• **WORK REQUEST**
Which lines in the records below contain the word "dello"? Return each of them.

··········

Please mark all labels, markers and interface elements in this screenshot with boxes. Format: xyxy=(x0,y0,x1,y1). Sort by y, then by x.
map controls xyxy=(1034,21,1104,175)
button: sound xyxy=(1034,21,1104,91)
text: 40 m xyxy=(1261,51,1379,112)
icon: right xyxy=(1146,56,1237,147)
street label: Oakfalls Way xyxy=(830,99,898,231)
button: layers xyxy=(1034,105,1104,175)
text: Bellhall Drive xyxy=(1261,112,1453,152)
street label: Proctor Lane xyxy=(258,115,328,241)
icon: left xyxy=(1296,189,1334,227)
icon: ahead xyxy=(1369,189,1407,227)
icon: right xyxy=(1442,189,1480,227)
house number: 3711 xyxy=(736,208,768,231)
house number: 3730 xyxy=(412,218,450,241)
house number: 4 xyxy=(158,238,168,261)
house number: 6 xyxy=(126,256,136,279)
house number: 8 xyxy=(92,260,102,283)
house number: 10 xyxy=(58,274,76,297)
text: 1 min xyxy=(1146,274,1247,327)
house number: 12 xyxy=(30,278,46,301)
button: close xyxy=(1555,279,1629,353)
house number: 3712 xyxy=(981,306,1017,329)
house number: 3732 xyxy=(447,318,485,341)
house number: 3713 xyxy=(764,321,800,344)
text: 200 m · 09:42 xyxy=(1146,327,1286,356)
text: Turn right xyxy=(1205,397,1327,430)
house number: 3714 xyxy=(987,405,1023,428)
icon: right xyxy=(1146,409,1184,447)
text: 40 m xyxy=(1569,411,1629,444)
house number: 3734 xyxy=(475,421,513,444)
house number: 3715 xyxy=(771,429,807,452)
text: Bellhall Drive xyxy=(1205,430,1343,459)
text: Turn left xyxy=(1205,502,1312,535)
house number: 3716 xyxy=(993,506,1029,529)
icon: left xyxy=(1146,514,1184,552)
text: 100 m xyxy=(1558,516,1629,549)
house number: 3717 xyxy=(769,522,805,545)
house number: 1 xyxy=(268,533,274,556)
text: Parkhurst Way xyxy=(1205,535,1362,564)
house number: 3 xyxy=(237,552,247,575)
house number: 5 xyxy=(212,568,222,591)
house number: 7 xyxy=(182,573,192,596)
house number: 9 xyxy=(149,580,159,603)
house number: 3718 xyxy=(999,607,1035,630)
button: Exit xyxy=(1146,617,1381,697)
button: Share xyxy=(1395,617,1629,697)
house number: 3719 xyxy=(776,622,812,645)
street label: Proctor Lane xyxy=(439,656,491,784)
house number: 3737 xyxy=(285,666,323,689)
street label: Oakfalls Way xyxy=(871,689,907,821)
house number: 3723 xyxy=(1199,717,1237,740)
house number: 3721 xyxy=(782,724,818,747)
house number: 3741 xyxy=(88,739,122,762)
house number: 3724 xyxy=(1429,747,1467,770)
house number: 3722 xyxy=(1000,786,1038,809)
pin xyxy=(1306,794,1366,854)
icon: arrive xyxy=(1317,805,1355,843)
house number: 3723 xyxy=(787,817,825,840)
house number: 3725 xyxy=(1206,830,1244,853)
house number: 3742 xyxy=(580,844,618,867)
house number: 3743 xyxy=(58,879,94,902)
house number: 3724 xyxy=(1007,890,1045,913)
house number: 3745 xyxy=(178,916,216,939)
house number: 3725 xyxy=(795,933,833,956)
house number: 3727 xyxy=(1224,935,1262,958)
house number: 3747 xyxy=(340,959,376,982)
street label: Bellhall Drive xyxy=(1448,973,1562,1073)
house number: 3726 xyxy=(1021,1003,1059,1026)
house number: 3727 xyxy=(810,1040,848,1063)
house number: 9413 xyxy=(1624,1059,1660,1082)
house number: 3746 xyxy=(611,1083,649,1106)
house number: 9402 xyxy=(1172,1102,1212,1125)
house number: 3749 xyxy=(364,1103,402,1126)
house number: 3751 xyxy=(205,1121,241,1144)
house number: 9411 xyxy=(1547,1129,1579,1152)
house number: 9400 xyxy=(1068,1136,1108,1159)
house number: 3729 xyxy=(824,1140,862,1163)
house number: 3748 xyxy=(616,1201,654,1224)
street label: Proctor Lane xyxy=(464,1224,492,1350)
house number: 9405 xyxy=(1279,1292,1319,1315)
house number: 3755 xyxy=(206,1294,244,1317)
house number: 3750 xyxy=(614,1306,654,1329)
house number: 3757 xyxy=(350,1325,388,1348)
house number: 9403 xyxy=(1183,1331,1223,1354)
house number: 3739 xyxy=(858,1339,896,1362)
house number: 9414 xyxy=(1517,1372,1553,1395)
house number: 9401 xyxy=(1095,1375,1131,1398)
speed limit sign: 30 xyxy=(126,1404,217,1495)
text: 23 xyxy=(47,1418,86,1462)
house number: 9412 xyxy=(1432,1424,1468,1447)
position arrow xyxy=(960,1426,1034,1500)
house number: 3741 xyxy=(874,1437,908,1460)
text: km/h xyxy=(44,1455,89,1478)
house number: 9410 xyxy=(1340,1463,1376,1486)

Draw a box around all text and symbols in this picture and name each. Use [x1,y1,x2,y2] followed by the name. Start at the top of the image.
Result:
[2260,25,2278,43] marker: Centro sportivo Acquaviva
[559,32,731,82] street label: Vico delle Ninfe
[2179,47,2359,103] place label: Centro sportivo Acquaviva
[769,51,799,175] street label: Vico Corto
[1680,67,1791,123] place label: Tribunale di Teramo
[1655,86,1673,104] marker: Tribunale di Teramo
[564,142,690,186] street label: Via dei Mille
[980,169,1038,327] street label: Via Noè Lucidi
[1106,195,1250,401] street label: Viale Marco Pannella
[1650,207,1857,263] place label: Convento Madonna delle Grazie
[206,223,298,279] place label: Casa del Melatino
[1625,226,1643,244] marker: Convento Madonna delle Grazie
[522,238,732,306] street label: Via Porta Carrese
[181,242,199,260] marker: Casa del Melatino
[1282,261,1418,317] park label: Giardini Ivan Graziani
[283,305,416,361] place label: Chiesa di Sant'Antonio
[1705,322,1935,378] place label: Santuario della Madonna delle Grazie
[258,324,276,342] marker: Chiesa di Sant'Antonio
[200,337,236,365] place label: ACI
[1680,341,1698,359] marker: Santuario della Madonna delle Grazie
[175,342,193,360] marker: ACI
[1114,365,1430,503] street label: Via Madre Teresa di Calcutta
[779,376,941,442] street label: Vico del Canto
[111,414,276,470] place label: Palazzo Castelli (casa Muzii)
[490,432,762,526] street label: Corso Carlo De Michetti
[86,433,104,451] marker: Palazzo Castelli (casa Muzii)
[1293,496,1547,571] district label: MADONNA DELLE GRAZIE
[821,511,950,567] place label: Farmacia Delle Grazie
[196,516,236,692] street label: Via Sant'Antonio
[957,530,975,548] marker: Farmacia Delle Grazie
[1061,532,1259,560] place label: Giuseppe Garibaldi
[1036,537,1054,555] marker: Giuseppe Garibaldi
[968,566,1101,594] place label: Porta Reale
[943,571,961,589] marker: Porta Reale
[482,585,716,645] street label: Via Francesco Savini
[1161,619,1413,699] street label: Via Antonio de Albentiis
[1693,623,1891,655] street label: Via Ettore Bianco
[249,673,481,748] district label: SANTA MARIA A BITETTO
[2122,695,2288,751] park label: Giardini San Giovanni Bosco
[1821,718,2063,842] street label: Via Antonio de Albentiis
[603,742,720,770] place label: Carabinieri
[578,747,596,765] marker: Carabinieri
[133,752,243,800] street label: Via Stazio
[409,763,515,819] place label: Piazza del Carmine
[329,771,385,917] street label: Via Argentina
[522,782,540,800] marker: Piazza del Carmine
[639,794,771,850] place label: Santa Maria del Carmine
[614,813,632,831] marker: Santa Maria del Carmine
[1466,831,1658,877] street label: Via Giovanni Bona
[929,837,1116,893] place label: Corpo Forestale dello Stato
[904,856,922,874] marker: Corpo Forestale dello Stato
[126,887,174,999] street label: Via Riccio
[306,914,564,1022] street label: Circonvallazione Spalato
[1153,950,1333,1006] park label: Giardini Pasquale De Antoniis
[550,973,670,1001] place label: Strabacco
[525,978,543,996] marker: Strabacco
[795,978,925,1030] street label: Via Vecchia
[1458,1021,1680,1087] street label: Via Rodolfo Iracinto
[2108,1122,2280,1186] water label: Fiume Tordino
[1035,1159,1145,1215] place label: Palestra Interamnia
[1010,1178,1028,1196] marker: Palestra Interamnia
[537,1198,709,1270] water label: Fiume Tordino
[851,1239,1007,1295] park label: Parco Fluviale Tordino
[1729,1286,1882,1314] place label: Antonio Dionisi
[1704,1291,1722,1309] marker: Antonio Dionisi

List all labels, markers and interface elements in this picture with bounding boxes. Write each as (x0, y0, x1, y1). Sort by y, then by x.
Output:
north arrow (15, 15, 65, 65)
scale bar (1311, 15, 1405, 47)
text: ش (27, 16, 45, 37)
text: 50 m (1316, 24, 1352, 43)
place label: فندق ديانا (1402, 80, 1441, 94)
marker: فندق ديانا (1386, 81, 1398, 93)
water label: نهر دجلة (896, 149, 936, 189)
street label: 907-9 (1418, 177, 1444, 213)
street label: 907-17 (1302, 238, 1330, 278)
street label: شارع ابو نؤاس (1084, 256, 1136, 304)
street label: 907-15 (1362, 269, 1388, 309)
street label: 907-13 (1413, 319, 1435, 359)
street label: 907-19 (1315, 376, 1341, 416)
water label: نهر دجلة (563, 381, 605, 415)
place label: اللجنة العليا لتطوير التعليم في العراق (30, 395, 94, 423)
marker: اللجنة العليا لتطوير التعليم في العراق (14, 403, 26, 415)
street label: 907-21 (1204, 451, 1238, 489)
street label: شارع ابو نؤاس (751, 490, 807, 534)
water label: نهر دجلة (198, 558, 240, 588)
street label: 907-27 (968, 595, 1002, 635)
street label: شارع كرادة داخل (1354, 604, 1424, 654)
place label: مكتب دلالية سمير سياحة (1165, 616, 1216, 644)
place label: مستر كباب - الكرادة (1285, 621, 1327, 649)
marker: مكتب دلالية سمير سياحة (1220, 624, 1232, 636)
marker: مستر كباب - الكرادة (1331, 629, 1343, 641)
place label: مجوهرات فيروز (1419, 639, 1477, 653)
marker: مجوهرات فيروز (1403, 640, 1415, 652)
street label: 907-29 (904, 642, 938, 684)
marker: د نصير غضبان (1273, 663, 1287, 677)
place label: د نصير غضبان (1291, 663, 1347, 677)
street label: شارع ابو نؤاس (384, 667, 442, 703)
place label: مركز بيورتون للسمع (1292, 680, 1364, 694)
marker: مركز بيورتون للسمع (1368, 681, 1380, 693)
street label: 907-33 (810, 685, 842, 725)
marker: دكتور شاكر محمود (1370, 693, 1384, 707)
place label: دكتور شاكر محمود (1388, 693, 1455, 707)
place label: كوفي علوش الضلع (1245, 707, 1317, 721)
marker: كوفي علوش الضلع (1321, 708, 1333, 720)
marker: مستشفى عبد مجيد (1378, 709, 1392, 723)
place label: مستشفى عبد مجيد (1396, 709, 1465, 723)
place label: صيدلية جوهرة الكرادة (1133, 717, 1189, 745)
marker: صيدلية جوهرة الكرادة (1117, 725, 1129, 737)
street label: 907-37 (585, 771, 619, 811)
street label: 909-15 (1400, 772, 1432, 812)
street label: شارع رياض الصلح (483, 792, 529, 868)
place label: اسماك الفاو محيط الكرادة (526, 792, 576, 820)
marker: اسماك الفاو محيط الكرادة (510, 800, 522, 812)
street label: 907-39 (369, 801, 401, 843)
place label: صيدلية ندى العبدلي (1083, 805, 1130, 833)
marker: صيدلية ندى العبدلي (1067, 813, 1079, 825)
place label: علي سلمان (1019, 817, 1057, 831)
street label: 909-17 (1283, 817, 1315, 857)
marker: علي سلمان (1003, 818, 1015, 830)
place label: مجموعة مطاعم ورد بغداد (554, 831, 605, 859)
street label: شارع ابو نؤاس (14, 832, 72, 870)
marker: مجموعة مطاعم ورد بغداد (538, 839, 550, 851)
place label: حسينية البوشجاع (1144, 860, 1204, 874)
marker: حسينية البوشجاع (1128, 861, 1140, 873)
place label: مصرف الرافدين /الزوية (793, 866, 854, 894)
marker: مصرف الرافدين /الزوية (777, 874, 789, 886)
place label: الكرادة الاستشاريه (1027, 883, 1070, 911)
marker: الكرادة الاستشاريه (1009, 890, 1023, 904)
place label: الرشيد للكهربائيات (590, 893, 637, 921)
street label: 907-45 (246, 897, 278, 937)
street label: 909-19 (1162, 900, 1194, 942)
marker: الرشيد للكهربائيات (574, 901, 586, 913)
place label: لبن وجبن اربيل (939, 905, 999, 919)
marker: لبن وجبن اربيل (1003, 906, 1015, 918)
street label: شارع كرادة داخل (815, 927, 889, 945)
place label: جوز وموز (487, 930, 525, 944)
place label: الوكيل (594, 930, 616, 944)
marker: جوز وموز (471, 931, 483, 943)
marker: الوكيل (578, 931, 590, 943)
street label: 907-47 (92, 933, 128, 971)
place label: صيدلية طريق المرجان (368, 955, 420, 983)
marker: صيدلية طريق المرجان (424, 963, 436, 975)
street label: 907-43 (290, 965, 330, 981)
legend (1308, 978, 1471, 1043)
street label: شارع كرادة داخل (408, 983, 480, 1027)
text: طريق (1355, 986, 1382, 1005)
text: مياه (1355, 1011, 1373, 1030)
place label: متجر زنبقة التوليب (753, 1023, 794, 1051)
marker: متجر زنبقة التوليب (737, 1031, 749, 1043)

··········

• **ANSWER SECTION**
[929,837,1116,893] place label: Corpo Forestale dello Stato
[904,856,922,874] marker: Corpo Forestale dello Stato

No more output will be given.